Lines that include the string "тупик" are the ones to copy from the entries below.

(Input data Opens)

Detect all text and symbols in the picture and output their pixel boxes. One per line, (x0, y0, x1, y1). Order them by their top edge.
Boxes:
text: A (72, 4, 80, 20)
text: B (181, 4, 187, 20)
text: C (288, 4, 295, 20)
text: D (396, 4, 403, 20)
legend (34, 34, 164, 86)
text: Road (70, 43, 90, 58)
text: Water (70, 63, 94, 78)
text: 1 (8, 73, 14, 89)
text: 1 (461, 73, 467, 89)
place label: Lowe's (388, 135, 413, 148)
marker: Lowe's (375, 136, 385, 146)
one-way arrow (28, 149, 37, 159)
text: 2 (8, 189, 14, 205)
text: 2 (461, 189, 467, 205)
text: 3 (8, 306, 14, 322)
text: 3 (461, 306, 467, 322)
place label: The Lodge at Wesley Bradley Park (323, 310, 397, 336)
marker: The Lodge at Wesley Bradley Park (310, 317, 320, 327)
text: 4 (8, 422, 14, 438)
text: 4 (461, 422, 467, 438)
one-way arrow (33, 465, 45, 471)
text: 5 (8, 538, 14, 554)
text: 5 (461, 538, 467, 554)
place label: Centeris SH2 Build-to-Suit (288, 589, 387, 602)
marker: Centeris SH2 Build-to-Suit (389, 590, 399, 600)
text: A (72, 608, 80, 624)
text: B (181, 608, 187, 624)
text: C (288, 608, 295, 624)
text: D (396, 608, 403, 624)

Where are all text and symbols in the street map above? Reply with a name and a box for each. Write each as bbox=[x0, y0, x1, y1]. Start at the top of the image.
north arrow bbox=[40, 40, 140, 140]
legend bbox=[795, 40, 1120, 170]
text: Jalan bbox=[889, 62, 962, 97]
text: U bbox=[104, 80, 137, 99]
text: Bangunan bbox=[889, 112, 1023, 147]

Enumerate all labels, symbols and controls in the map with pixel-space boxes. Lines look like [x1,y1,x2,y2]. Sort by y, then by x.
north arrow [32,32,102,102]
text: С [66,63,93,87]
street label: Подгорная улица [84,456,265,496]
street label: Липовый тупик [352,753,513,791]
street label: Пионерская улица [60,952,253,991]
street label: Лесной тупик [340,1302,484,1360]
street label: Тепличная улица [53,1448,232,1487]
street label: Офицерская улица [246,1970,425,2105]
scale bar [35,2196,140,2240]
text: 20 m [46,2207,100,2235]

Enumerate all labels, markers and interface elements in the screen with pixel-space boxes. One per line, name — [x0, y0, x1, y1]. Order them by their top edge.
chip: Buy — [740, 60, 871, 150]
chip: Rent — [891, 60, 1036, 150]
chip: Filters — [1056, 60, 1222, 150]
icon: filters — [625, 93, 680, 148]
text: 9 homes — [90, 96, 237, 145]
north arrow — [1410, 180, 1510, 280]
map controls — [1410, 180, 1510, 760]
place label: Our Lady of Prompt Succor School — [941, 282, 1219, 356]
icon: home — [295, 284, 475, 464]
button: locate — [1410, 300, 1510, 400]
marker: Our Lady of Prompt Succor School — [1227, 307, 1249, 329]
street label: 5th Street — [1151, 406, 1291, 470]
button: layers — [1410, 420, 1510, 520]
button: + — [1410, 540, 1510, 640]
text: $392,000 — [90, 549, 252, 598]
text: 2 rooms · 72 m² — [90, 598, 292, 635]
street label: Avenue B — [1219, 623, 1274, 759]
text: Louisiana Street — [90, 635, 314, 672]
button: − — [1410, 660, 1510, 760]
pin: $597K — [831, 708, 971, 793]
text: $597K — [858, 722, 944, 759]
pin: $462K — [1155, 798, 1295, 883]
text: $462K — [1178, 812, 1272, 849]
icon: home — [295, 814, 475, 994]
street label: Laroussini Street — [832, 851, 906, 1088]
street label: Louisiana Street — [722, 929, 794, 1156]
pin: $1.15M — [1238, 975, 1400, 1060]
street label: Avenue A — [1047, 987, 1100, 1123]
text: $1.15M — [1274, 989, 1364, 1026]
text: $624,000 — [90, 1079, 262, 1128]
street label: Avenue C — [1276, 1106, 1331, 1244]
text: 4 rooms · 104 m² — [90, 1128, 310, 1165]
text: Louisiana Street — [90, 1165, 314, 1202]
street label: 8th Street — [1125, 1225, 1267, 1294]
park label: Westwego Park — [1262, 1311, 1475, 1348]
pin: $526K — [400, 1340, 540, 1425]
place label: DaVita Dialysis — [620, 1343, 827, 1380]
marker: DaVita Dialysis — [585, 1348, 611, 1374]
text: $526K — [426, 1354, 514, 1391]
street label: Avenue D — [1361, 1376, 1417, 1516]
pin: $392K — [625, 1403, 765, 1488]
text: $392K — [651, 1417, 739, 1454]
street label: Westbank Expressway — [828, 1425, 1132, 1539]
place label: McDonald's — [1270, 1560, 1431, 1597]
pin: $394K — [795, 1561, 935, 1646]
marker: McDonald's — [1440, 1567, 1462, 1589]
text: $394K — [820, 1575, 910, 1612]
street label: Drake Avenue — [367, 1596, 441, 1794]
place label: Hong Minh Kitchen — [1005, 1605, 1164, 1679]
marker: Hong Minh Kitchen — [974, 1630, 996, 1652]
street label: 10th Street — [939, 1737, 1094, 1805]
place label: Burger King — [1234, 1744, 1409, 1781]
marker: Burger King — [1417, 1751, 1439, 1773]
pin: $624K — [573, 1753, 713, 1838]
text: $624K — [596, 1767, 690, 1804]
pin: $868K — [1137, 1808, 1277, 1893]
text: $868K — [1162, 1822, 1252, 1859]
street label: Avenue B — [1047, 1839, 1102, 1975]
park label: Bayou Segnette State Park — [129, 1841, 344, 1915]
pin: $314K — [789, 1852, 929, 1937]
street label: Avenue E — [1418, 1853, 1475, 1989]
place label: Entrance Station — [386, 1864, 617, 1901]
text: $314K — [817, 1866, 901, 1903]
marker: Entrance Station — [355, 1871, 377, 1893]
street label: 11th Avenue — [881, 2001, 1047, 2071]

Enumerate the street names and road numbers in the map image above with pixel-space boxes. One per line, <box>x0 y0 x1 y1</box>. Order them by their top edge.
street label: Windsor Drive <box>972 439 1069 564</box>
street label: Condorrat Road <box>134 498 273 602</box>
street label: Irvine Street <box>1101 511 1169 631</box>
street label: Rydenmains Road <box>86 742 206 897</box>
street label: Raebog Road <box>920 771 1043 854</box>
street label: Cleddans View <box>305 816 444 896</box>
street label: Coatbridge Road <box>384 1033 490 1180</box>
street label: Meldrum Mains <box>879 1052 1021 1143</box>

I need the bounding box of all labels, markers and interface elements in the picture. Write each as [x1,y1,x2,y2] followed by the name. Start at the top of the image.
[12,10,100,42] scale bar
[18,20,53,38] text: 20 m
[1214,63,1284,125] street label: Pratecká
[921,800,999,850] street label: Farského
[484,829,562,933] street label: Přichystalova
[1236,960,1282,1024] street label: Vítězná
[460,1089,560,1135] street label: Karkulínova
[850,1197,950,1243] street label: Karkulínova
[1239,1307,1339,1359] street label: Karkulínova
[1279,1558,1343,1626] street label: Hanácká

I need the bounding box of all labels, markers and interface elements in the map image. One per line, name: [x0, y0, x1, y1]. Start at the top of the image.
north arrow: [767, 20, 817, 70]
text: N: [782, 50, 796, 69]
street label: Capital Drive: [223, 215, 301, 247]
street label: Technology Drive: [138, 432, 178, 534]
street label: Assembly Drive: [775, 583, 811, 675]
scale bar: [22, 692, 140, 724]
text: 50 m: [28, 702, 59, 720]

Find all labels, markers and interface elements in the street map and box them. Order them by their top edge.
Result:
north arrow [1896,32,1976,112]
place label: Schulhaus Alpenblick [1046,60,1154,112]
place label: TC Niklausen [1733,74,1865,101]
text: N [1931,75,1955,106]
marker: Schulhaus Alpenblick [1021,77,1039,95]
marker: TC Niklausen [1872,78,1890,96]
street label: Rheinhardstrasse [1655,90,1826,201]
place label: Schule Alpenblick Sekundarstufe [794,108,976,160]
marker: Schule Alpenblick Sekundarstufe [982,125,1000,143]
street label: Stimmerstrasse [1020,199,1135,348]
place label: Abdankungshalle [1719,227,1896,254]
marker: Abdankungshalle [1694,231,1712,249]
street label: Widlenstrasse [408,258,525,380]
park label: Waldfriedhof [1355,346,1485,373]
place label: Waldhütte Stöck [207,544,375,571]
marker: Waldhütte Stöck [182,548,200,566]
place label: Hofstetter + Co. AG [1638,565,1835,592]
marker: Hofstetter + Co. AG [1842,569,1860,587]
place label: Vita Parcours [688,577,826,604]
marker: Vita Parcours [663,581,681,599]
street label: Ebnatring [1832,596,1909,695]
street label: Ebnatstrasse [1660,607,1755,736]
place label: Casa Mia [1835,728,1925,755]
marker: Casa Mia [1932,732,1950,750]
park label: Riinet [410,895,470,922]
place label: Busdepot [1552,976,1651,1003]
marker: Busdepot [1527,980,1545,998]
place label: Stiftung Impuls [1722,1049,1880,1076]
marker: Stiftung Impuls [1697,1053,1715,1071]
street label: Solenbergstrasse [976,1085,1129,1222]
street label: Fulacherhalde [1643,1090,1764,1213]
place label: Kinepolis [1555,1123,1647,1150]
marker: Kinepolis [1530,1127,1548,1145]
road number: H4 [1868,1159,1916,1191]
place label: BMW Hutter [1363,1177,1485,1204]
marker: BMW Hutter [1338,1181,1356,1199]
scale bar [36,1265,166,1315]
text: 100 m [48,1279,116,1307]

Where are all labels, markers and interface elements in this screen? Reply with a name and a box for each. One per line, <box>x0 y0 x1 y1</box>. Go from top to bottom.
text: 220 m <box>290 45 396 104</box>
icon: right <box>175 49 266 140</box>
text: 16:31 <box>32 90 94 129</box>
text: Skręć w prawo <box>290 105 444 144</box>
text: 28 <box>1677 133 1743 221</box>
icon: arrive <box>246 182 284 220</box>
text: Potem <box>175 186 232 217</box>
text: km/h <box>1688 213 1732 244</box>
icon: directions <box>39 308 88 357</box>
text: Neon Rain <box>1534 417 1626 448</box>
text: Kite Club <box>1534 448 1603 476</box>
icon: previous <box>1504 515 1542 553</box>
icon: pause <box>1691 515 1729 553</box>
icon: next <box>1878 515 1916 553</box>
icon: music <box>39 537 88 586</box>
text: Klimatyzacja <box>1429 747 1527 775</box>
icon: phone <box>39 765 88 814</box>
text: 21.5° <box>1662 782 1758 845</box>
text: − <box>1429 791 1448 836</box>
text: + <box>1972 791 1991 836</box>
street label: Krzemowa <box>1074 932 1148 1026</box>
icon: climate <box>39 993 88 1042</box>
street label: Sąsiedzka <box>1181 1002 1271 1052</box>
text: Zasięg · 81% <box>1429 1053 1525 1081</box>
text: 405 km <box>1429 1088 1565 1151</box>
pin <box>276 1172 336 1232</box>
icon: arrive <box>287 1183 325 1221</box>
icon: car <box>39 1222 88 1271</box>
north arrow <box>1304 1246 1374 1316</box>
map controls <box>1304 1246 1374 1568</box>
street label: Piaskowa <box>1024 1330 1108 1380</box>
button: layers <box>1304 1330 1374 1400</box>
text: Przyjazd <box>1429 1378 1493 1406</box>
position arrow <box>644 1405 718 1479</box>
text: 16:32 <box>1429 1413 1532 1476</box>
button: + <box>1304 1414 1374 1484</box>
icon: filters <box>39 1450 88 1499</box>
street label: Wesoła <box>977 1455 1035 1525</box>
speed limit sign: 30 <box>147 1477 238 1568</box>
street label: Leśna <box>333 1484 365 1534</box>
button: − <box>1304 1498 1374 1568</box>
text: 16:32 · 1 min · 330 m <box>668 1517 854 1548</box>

(Input data Closes)

**Output for this exercise:**
street label: Липовый тупик [352,753,513,791]
street label: Лесной тупик [340,1302,484,1360]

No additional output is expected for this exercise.